Nerdygirl.com You know, for dorks.


Hooker, or ninja? I can't tell.

Ninja?  Really?
Who the hell can do sneaky ninja stuff in those shoes?

I'm guessing this costume is on sale for a reason. What kind of ninja wears something like that? Clearly, I'm missing something. Clearly, the idea for Halloween is no longer to dress up so that you look like a recognizable character or wear a clever disguise. Now, apparently, the idea is to find a street corner and make a few extra bucks. (Unless, of course, you're a guy, and then you pretty much get to wear whatever you want.)

Apparently, the trend is pervasive, according to an article (subscription required) in the Fashion section of the New York Times.

"The trend is so pervasive it has been written about by college students in campus newspapers, and Carlos Mencia, the comedian, jokes that Halloween should now be called Dress-Like-a-Whore Day." (Emphasis mine.)

Fellas, I'm sure this is a trend that benefits you, and I've certainly worn short skirts on Halloween myself from time to time. But when we get to the point where women feel like they need killer abs to dress up like a ninja, it just seems less fun somehow.

Then again, it's only $28.99 for that costume. It'll pay for itself in no time.


Comments

Thursday, October 19, 2006
howdy
This outfit would be perfect for a fashion suicide bomber. Just wear it over a pastel sweat suit with sheep skin slippers, stow the $1.99 nunchucks in a leopard print fanny pack and don a vinyl Australian outback hat with on side turned up.
Thursday, October 19, 2006
No self-respecting ninja would be caught dead in that travesty. The platinum blonde hair would give her away anyway, but even if it didn't, neon yellow is not exactly conducive to hiding in shadows.

And then there are the gleaming white legs! Bunch of crap.
Thursday, October 19, 2006
particleman
is she included with the costume? someone had to ask.
Friday, October 20, 2006
Oh my god, a hooker ninja?? That's like my number one fantasy.

She can stalk me any time.
Friday, October 20, 2006
Seriously, Indian Stallion. You're just walking down the street, minding your own business, when suddenly—a blur from the shadows! Knocked off balance, reeling into a dark alley, and before you know what's what, Hooker Ninja is sexing you up!
Friday, October 20, 2006
You should ask the Ninja about that (askaninja@gmail.com).

LOL @ Josh - they do that all the time, to get women to slap the crap out of their husbands in the street.
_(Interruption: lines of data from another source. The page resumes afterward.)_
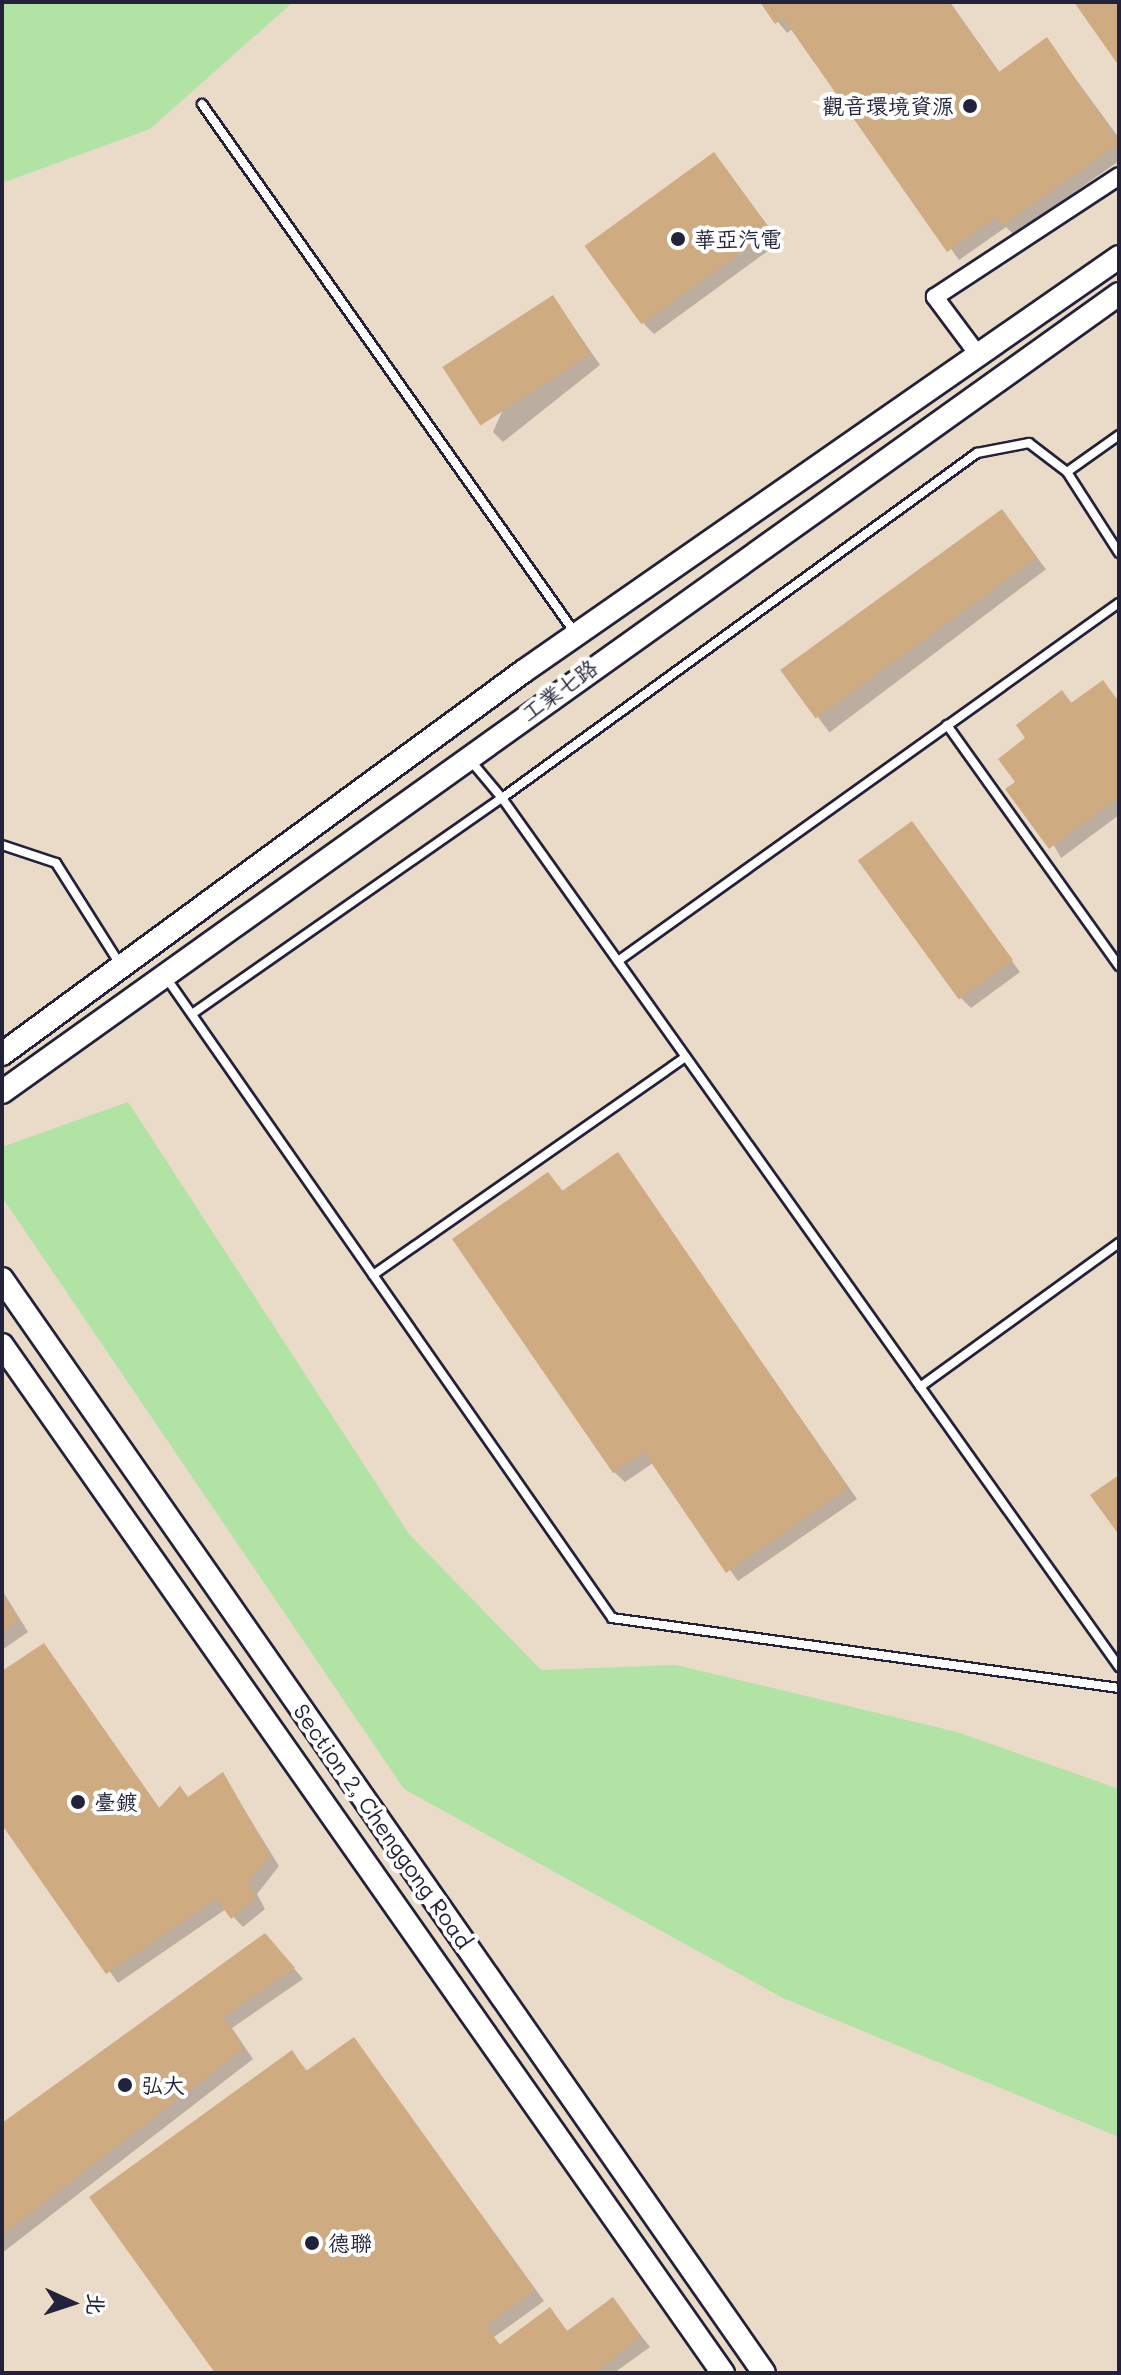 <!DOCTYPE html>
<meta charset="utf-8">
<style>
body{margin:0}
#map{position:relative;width:1121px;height:2375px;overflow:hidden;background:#f5eee6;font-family:Mali,"LXGW WenKai TC",sans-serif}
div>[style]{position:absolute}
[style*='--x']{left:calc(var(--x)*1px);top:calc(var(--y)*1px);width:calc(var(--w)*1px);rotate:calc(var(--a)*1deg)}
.built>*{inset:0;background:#eadac8;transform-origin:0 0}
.green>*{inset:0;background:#b0e3a4}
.shadow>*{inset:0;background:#0003;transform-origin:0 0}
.building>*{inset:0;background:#cfab81;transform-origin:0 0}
.roads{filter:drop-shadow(2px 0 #22223b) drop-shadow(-2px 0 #22223b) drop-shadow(0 2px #22223b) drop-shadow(0 -2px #22223b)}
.service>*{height:8px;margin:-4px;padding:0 4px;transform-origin:4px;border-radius:4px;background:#fff}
.minor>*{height:16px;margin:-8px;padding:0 8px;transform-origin:8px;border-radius:8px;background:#fff}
.tertiary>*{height:22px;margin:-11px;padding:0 11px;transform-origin:11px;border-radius:11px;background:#fff}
.dots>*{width:22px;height:22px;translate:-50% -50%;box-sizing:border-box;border:4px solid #fff;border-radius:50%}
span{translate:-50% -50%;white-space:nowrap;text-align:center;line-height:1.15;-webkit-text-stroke:8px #fff;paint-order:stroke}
.poi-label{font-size:22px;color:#22223b}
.right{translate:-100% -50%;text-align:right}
.left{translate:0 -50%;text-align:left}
.street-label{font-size:22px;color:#22223b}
.frame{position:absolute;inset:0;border:4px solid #22223b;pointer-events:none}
.north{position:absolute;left:32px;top:2263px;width:80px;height:80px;-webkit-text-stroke:6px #fff;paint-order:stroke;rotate:93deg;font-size:22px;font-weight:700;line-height:32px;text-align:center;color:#22223b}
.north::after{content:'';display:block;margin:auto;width:28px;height:36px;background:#22223b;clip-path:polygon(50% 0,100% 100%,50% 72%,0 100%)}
</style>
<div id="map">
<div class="built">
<div style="left:2px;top:2px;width:1117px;height:2371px"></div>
</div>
<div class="green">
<div style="clip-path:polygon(2px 2px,293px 2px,150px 129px,2px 183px)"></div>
<div style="clip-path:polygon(128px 1102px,409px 1534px,541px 1670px,676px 1665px,957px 1732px,1119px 1789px,1119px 2137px,783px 1998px,404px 1789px,2px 1197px,2px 1147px)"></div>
</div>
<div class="shadow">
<div style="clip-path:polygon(762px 2px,950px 2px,1000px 73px,1047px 40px,1119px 138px,1119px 161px,1014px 235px,1006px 227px,959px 260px,793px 29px,787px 33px)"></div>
<div style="clip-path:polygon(714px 155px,780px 242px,654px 334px,644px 324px)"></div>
<div style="clip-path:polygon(553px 297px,600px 365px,503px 442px,493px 432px)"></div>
<div style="left:1002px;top:511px;width:73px;height:271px;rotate:53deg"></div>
<div style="clip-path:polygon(1103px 683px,1119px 701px,1119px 815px,1061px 858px,1018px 782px,1028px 738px,1062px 693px,1073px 704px)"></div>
<div style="clip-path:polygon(911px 824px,1020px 972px,971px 1008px,961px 998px)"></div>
<div style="clip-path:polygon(617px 1155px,857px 1499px,738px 1581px,653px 1463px,625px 1482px,614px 1472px,548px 1174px,564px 1192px)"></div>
<div style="clip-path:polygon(2px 1590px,28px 1632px,2px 1650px)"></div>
<div style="clip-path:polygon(44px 1645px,160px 1809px,180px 1789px,189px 1798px,223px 1775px,279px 1866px,257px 1894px,265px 1909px,243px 1927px,226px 1909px,118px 1983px,2px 1820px,2px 1673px)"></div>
<div style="clip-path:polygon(275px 1946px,303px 1979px,232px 2028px,253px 2059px,2px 2253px,2px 2125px)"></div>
<div style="clip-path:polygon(354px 2039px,544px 2301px,494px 2337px,501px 2346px,550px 2310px,568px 2332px,613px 2300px,650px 2347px,614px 2373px,218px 2373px,292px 2053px,308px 2072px)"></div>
</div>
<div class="building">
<div style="clip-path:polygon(760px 2px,949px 2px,999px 72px,1047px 37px,1119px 143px,1002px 226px,996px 217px,947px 252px,783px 18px,775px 24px)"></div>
<div style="clip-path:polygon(1074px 2px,1119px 2px,1119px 66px)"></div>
<div style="left:714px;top:152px;width:97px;height:160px;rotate:54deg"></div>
<div style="left:553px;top:295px;width:70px;height:132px;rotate:57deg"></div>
<div style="left:1002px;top:509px;width:60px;height:274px;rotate:54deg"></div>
<div style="clip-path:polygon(1103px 680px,1119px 702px,1119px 797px,1049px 849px,1005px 789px,1015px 782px,998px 759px,1025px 738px,1016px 725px,1062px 690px,1071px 703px)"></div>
<div style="left:912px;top:821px;width:172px;height:67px;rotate:54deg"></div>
<div style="clip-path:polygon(618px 1152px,848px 1488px,726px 1573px,644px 1452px,613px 1473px,452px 1239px,548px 1172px,562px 1191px)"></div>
<div style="clip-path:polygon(1119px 1475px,1119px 1535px,1090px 1495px)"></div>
<div style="clip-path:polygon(2px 1593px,19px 1621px,2px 1633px)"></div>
<div style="clip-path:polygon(44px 1643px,159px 1808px,180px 1786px,188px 1797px,223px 1772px,270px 1855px,248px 1882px,256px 1898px,231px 1919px,216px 1899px,106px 1974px,2px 1825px,2px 1671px)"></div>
<div style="clip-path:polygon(265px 1933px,295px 1968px,223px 2017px,244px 2048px,2px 2235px,2px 2123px)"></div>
<div style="clip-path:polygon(354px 2037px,535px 2290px,486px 2326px,499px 2345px,550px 2307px,567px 2331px,613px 2297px,641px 2336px,595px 2373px,215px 2373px,89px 2197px,292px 2050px,306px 2071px)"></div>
</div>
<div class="roads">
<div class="service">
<div style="--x:202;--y:104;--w:647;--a:54.81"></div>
<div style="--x:1067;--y:472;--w:96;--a:57.3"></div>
<div style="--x:947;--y:725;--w:296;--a:54.5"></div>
<div style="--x:470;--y:760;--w:50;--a:49.9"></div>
<div style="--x:502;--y:798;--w:1066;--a:54.62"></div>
<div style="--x:2;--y:845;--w:57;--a:18.4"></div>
<div style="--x:56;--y:863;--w:122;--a:57.7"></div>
<div style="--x:618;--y:961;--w:616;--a:-35.55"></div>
<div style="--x:165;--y:976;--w:782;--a:55.15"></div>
<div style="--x:612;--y:1618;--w:512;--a:7.86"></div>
<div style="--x:192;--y:1014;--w:378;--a:-34.9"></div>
<div style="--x:502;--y:798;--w:587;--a:-35.99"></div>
<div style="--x:977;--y:453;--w:53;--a:-10.9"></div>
<div style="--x:1029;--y:443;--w:48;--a:37.3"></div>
<div style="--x:1067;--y:472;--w:64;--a:-35.4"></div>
<div style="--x:373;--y:1275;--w:381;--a:-34.9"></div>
<div style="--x:920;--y:1387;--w:246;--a:-35.9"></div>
</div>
<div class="minor">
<div style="--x:979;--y:356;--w:74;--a:-126.7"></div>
<div style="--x:935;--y:297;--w:220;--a:-33.3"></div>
</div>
<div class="tertiary">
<div style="--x:2;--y:1054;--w:647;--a:-36.27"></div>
<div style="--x:524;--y:671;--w:725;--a:-34.83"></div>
<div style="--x:2;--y:1092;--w:1373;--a:-35.54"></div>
<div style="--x:2;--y:1279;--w:1333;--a:55.14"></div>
<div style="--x:2;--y:1345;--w:1256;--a:54.96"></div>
</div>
</div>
<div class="dots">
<div style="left:970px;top:106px;background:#22223b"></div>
<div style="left:678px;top:239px;background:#22223b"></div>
<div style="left:78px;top:1802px;background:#22223b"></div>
<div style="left:125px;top:2085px;background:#22223b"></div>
<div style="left:312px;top:2243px;background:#22223b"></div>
</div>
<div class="poi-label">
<span class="right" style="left:954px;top:106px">觀音環境資源</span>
<span class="left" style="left:694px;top:239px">華亞汽電</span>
<span class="left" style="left:94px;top:1802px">臺鍍</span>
<span class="left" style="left:141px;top:2085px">弘大</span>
<span class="left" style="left:328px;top:2243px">德聯</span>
</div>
<div class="street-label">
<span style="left:559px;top:690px;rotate:-36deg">工業七路</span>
<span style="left:383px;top:1826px;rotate:55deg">Section 2, Chenggong Road</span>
</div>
<div class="frame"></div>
<div class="north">北</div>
</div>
They're secretly filming it, and it will end up on YouTube.
Friday, October 20, 2006
i wanna see some pasty 400lb tatted biker in that. now that's a halloween costume that'll scare the kiddies.
Friday, October 20, 2006
howdy
The real gender inequity here is that it is trivial to tuck in a pace maker at the time of a boob job, allowing the hooker-ninja an easy route to control her heart rate for ultimate stealthiness, without developing sophisticated mind-over-body powers. Although, I admit the need to develop mid-over-cellulite skills is heightened.
Friday, October 20, 2006
rebecca
Oh man, now I want there to be a movie about hooker ninjas. Or a whole series... there just has to be a movie called Hooker Ninja II. With its own drinking game, of course.
Friday, October 20, 2006
this is reason number 14 I don't really like halloween. girls not only have to be creative, but sextastic. it's just too much pressure for little ole me.
Friday, October 20, 2006
Josh, that would make for a great porn movie. Like a ninja who goes around stalking men and forcing them to have sex with her. After which she bites their heads off. We will call it lethal hooker ninja mantis.

Saturday, October 21, 2006
That's odd. I'd bet James Kew is just the actor you'd be able to get for a project like LHNM

check out the www link above to make sense of this

i just had to see


Saturday, October 21, 2006
silky
the K is far too close to the L on my keyboard.
Sunday, October 22, 2006
Silky: He looks a little old. He could be like the hooker ninja's mentor.

I wouldn't mind playing a part as well. They don't call me Indian Stallion for nothing alright. (K fine I make them call me that)

Any backers?
Sunday, October 22, 2006
Christopher Walken as the grizzled detective that finally "cracks the case".
Monday, October 23, 2006
Finally, after years of pondering, I can start on my screenplay. I was always lacking that perfect idea. I am worried though, did Troma ever make a ninja whore movie? If anybody has, it would be them.

In the meantime, they're casting for American soldiers to drink in a bar here in Thailand. The pay is about 15 dollars a day. Any takers?
Monday, October 23, 2006
If there is a Hooker Ninja II, it really has to have ": The Reckoning" after it. Just makes it sound more bad-ass. You could put ": The Reckoning" after pretty much any movie title and make it sound awesome. "Herbie the Love Bug II: The Reckoning". See?

Oh, and thanks for your comment on my blog. I snagged some Phenomenauts songs from iTunes, and am glad I did. Really looking forward to that show now.
Monday, October 23, 2006
rebecca
Ghost Dog, you're right. "The Reckoning" is a must.

Indian Stallion, with a name like that, how is it possible that you're NOT already being stalked by ninja hookers?

Jeremy, we're already working on the casting -- start writing!
Sunday, October 29, 2006
rubber ducky
OK, Lisa and I checked out the costume web site. Now, why were you browsing that site? And which costume did you pick? Maybe I don't want to know.
Monday, October 30, 2006
rebecca
R.D., I think the real question here is why were YOU browsing that site after already having had a preview? I was looking for a ninja costume. I opted instead to stick a ninja star in the back of my head and wear a button I got from jury duty that says, "JUROR."
Tuesday, October 31, 2006
rubber ducky
I was looking for a nice comfy Cat Woman costume, of maybe something in the dominatrix style, but I opted instead to dress up (or down) as an aging former hippie/musician/software developer.